If it is limited to educational institutions, what is the benefit of adding the word to a section that has nothing to do with educational institutions?
If it’s not about educational institutions, is it about general education, which is routinely defined as “the act or process of imparting or acquiring particular knowledge or skills”? This definition really is so broad that it would apply to almost any human activity. By uploading a copy of a new movie, the uploader may be said to impart knowledge about that movie; by reproducing a book and selling copies of it at 25% of the price, the unauthorized “publisher” may be said to impart knowledge contained in the book.
The original exception targeting educational institutions could be defended because it was based on the presumption that educational institutions are mature enough not to engage in piracy. Ironically, given the number of professors, including professors of law, who believe that copyright should not prevent unauthorized use of copyrighted works as long as such use “benefits the public”, this assumption seems less reasonable today.
If any use may be covered by the purpose of education, then the only qualifying criteria remains whether the use was fair. While some may say that this brings Canada’s fair dealing closer to the American fair use, the problem is that, unlike the U.S., we still have pages and pages of specific exceptions and purposes, which makes meaningful application of the Act substantially more difficult.

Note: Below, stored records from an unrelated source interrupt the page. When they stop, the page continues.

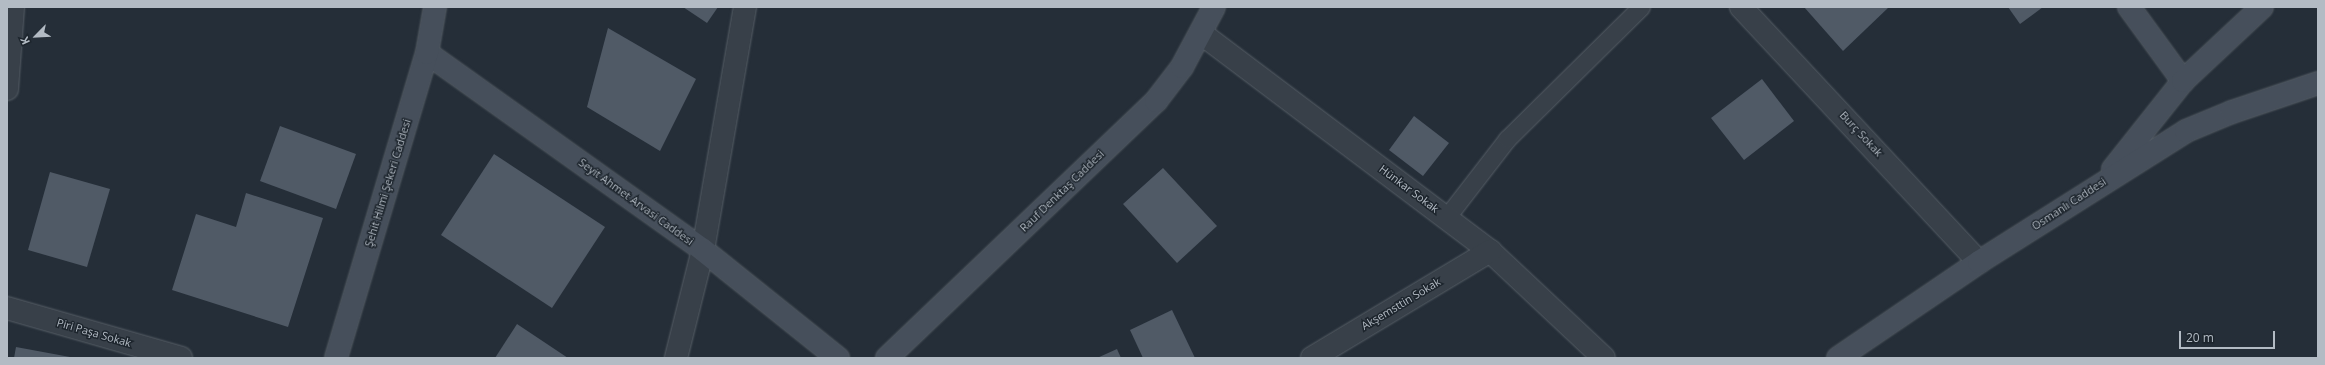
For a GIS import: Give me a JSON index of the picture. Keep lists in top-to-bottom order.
{
  "streets": {
    "street": [
      "Burç Sokak",
      "Şehit Hilmi Şekeri Caddesi",
      "Hünkar Sokak",
      "Rauf Denktaş Caddesi",
      "Seyit Ahmet Arvasi Caddesi",
      "Osmanlı Caddesi",
      "Akşemsttin Sokak",
      "Piri Paşa Sokak"
    ]
  },
  "crossings": [
    ["Burç Sokak", "Osmanlı Caddesi"],
    ["Şehit Hilmi Şekeri Caddesi", "Seyit Ahmet Arvasi Caddesi"],
    ["Hünkar Sokak", "Rauf Denktaş Caddesi"],
    ["Hünkar Sokak", "Akşemsttin Sokak"]
  ],
  "scale_bar": "20 m",
  "north": "bottom left"
}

In my paper on international treatment of parodies in copyright laws of various countries, I outlined that there are three groups of countries in how they treat exceptions from the general rule that no one can use works protected by copyright without consent of the copyright owner:
1. countries that have a closed list of exceptions, outside which any unauthorized use is considered an infringement;
2. fair use countries, where fairness of use is the only thing that matters, and the purposes are only listed for the sake of example; and
3. fair dealing countries, where on top of a list of exceptions the courts need to consider whether the use for a particular purpose is fair.
I came to the conclusion that fair dealing offers the worst of both worlds – it lacks the predictability of systems with a closed list of exceptions, yet it does not offer the flexibility of fair use systems.
Adding a bunch of new categories, regardless how broad, does not really solve the problem, does it?
BOTTOM LINE: Yet another amendment that does not seem to make any sense. If “education” refers to “educational institutions”, then the amendment is redundant. If it refers to any education, then the amendment is overly broad.